In general, and the basis for an initial litmus test, is to evaluate the potential to learn critical thinking skills. For this check, we could use the 4C’s model, communication, collaboration, create, and critical thinking. Ultimately the goal is to transform learning so that we empower students with the ability to do something they couldn’t have achieved without the technology.
This is where Apple has really understood they ways in which we learn. When you look at the Apple ecosystem, you see the potential for greatness, to go beyond simple collaboration and communication, so that students can be creative and challenged to use critical thinking skills. The iPad provides amazing apps that can take advantage and bring a transformational experience.
Here are a few examples of Apple apps that consider the 4Cs as well as why they are perfect for classroom adoption:
TI-Nspire is graphing calculator that makes maths fun. While some could consider TI-Nspire an expensive graphing calculator app, students can manipulate objects, get a multidimensional view and manipulate dynamically linked representations of concepts. For example, in one simulation which has a skate boarder on an infinitely adjustable course, the student can test a course’s potential energy on the set track and then switch to simulate the same test on the moon or a planet with less gravity. Another key aspect is the app’s ability to load specific files targeted to a math or science concept with examples, models, simulations, and assessments. There are hundreds of pre-made files but there is the ability for the teacher to add or modify material as needed.
Skaffl allows teachers to distribute and collect assignments from students seamlessly and offers several key classroom workflows supporting digital lessons. There is the ability for distributing and collecting assignments, teacher markup and teacher-to-student and student-to-teacher communication throughout the process. Within Skaffl there is even the ability for a teacher to check and see progress being made by a specific student.
eSparks offers a variety of features such as personalised plans for pupils, content delivery to pupils’ iPads and tools for teachers to monitor pupils’ progress. One of the most exciting features is the personalised plans – which are assigned based upon assessments and which target specific areas that student needs to work on. Once the app is not needed, the app can be reclaimed and reused for another student. Not only is this an amazing way to personalise in a “just-in-time” manner, the number of apps needed can also be drastically reduced.
Supporting all 4C’s, ScreenChomp lets students and teachers record both their actions and voice. It’s an excellent way for student to demonstrate their understanding, share this with other students and other teachers. Both students and teachers can use the basic white board mode or annotate over the top of an image. Since the image could be of a specific problem or assignment, a teacher might use the tool to explain or clarify a concept. Students can describe a difficulty they are having or even explain a concept to another student.

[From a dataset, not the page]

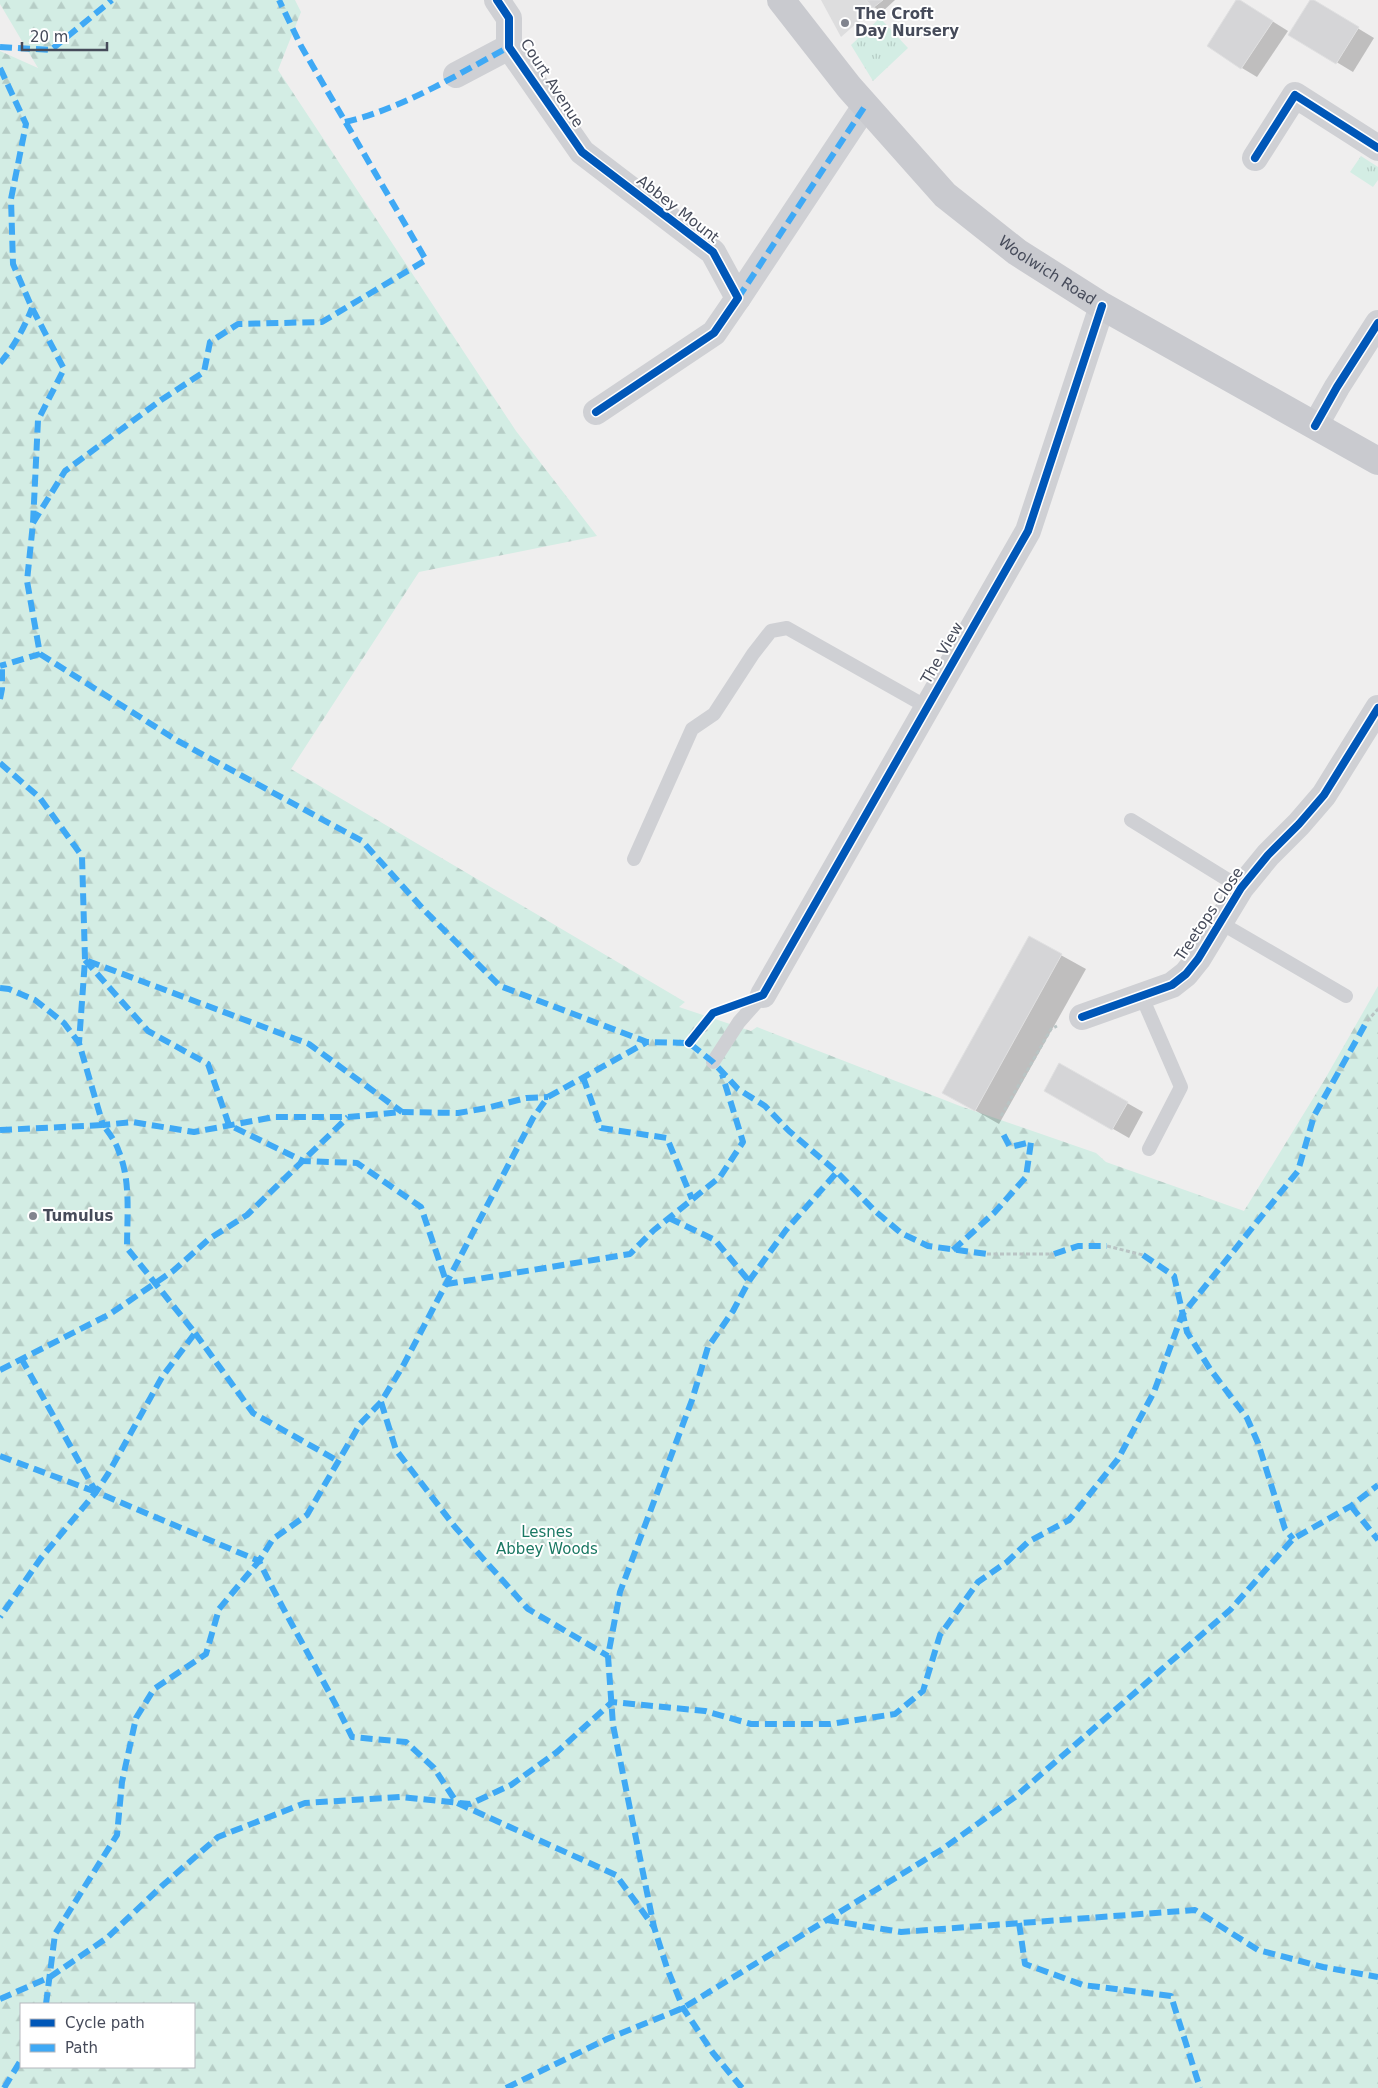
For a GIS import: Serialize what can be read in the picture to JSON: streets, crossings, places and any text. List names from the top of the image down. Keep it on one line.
{"streets":{"main road":["Woolwich Road"],"street":["Court Avenue","Abbey Mount","The View","Treetops Close"]},"crossings":[["Court Avenue","Abbey Mount"],["Woolwich Road","The View"]],"parks":["Lesnes Abbey Woods"],"places":["The Croft Day Nursery","Tumulus"],"legend":["Cycle path","Path"],"scale_bar":"20 m"}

Explaining to others, especially to help someone who is experiencing difficulty is a sure way to bring out a deeper level of understanding for the student explaining the concept.
iMovie is terrific platform for bringing out creative ways to demonstrate understanding and piece together various forms of multimedia. It facilitates combining contributions from multiple students, perfect for project based learning and group projects. This app has the potential to bring to life still images with the Ken Burns effect, where it appear as if the camera is sweeping across (panning) the photo or drawing nearer or farther away (zooming), overlaying the voice to a script, or by linking in video interviews with subject matter experts. Beyond fostering isolated 4C actives, iMovie students can blend them together for a more creative collaboration environment.
It is time we hold apps to a higher standard – where it should be expected that transformation is the desired goal. Apps that support higher order thinking and classroom workflows that support the digital shift, will lead to transformational and personalised learning for more students. Finding the right app is only the beginning – a comprehensive device and app management strategy will help support the teacher in rolling out their app initiatives in a class-to-school approach.